» DIRECTIONS FOR THIS TASK
Scan the data below and pick out the lines containing the word "Convert".
>>>>>
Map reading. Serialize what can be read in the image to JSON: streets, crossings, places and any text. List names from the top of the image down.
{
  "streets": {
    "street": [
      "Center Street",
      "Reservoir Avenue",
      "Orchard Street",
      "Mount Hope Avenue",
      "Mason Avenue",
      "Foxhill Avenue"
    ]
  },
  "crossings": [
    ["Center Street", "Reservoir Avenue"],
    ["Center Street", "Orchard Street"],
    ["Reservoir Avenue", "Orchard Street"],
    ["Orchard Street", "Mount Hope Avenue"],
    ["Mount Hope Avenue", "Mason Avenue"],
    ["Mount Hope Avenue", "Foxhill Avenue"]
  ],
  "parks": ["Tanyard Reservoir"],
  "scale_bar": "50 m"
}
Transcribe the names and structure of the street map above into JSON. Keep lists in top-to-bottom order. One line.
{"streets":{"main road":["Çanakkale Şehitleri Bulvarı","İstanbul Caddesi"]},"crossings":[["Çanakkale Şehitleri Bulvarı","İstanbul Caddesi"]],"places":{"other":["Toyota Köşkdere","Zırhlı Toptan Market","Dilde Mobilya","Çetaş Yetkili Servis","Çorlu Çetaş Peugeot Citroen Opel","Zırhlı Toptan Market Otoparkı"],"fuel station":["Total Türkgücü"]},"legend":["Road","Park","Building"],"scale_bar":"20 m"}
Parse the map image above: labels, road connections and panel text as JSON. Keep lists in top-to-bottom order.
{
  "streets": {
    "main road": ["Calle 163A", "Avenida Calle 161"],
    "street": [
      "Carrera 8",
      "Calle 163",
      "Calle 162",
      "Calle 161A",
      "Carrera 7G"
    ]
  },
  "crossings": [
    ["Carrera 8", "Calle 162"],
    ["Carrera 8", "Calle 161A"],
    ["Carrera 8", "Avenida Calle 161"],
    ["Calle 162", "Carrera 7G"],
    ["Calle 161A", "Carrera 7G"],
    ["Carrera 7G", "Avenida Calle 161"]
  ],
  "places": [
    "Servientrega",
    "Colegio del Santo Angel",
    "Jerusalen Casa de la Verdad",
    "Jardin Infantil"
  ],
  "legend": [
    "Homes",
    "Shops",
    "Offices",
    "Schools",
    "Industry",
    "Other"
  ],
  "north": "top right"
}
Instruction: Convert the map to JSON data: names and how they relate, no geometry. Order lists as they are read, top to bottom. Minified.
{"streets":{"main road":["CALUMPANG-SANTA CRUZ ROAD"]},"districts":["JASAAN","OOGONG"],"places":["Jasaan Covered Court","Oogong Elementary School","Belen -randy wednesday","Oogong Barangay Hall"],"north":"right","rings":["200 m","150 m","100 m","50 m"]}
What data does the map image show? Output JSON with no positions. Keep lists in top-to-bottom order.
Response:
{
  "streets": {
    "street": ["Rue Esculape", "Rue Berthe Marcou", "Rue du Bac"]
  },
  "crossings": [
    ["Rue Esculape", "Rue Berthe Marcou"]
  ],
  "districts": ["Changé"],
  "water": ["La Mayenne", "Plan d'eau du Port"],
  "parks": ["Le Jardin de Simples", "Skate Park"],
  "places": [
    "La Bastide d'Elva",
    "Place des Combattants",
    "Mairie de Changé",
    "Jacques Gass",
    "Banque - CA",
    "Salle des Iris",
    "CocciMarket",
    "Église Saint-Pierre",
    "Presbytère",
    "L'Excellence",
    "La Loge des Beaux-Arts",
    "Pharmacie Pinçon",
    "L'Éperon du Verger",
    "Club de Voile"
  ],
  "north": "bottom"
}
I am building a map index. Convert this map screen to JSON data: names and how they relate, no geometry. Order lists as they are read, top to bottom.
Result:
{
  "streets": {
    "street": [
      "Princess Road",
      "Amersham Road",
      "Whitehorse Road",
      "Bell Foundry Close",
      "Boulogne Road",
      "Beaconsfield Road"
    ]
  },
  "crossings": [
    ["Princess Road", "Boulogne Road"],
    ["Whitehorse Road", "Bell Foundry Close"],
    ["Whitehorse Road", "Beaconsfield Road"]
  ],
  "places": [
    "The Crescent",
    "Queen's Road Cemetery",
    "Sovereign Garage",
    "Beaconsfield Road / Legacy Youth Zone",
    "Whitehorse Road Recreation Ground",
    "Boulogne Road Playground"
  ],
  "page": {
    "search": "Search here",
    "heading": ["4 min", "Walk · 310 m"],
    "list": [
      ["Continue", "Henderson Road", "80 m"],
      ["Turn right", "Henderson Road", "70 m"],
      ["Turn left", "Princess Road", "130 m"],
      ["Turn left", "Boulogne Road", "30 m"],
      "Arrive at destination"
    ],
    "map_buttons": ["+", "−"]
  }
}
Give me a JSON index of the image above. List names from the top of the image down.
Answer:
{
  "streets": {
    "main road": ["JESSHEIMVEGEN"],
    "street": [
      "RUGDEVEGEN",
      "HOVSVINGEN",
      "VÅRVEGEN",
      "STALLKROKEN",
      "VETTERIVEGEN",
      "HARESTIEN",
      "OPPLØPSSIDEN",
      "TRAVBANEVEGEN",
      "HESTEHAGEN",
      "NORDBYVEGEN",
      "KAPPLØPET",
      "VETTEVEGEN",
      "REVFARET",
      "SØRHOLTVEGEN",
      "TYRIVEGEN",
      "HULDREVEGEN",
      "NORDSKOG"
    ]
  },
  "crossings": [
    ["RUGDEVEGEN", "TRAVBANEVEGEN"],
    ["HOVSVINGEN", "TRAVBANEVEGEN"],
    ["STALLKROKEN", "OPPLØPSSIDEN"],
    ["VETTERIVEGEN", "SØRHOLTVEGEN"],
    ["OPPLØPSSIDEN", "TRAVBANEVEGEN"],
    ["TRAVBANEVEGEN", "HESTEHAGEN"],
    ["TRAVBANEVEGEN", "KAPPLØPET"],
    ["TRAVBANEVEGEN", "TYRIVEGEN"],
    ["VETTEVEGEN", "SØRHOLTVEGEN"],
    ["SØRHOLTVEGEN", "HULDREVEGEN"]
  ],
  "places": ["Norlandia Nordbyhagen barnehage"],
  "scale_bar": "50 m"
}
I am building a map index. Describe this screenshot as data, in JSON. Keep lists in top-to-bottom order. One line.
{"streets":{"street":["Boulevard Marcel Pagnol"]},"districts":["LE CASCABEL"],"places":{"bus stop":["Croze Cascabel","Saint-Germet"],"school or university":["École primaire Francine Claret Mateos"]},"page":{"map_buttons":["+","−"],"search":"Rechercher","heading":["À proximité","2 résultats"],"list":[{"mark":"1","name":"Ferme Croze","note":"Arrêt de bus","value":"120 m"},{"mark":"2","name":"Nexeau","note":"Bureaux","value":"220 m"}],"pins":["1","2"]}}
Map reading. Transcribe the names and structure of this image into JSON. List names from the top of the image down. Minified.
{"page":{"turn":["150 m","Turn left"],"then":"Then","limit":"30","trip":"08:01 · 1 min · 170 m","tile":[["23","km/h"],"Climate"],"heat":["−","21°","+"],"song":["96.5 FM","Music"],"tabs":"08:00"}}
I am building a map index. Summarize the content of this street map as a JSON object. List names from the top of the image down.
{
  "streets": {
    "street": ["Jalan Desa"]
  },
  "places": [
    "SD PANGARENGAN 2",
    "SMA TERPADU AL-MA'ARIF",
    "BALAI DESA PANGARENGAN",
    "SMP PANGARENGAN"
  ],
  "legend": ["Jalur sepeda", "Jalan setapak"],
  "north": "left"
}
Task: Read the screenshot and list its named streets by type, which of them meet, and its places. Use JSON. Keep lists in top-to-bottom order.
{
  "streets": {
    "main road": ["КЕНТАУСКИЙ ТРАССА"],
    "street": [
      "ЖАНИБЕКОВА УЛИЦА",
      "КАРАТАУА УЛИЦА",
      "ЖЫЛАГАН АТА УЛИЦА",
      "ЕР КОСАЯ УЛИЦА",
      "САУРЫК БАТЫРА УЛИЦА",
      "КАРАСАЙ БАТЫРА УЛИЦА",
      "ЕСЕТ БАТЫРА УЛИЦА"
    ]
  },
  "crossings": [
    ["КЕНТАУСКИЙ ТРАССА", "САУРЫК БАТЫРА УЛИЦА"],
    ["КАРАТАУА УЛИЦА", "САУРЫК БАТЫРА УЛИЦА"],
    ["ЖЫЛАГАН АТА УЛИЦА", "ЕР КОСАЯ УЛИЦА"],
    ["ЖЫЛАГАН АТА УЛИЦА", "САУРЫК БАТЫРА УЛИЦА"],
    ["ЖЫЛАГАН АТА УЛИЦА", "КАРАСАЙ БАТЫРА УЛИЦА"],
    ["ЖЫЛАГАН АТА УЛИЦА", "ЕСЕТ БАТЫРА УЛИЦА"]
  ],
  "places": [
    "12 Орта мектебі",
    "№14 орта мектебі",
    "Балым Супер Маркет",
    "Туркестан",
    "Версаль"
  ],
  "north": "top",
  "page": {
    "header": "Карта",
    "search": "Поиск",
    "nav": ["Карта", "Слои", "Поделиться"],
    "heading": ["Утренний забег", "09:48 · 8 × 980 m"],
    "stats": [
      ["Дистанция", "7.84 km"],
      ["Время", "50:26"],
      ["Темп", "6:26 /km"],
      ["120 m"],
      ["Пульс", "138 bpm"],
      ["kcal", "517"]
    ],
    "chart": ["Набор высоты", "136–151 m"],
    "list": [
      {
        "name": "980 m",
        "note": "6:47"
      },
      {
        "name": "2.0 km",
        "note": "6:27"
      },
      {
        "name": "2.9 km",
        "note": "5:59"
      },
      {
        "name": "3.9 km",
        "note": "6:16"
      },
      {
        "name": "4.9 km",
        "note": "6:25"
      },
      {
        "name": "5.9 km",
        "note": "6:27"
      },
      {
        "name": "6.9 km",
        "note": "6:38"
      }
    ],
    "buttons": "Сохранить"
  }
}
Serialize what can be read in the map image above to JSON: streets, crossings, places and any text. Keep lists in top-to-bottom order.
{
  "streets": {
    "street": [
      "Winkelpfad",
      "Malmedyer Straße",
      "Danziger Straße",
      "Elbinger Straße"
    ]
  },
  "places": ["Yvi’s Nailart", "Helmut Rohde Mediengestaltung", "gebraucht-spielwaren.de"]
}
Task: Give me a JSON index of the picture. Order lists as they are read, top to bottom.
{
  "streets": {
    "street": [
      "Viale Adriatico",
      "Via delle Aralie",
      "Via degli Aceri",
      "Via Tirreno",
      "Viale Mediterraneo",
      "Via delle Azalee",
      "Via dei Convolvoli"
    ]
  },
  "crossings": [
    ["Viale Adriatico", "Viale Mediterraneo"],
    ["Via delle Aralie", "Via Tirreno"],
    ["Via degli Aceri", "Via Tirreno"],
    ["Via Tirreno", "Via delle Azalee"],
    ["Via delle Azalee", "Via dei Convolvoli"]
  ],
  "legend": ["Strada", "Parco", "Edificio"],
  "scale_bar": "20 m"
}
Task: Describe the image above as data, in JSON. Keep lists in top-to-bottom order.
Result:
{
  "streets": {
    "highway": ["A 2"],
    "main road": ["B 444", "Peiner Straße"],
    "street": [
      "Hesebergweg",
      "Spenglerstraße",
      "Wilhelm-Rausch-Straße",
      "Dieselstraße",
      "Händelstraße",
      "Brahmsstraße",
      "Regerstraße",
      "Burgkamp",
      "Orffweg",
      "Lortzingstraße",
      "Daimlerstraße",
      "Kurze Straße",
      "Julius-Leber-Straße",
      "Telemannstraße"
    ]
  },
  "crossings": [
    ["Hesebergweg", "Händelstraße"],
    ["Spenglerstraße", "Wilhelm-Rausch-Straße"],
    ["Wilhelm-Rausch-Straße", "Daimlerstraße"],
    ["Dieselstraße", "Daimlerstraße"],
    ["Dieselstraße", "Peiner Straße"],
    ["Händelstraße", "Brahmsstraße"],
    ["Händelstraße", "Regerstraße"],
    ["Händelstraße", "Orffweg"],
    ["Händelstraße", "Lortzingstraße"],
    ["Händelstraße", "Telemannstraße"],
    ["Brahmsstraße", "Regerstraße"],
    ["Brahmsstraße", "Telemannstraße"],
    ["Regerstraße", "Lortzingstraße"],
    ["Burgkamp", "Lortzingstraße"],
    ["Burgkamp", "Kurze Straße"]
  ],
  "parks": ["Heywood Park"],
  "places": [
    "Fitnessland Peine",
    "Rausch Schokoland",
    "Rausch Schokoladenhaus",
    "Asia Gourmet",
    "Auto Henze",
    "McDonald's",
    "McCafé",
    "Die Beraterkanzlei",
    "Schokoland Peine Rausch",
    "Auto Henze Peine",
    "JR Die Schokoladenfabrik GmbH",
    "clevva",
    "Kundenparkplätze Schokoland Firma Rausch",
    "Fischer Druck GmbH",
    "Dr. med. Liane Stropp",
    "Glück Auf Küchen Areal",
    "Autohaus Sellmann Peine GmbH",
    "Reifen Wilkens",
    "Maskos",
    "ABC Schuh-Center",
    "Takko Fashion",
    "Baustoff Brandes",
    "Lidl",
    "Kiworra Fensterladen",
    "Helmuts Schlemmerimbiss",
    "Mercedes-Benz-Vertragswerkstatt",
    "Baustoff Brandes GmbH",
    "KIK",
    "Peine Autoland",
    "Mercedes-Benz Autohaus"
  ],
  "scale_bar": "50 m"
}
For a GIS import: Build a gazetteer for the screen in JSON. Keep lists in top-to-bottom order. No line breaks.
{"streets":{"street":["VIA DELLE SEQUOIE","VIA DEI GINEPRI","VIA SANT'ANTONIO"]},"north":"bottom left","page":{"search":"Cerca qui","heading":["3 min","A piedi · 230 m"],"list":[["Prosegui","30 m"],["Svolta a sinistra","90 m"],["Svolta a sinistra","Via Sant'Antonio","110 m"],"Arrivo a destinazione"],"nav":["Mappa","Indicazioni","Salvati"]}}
<<<<<
» ANSWER AREA
Instruction: Convert the map to JSON data: names and how they relate, no geometry. Order lists as they are read, top to bottom. Minified.
I am building a map index. Convert this map screen to JSON data: names and how they relate, no geometry. Order lists as they are read, top to bottom.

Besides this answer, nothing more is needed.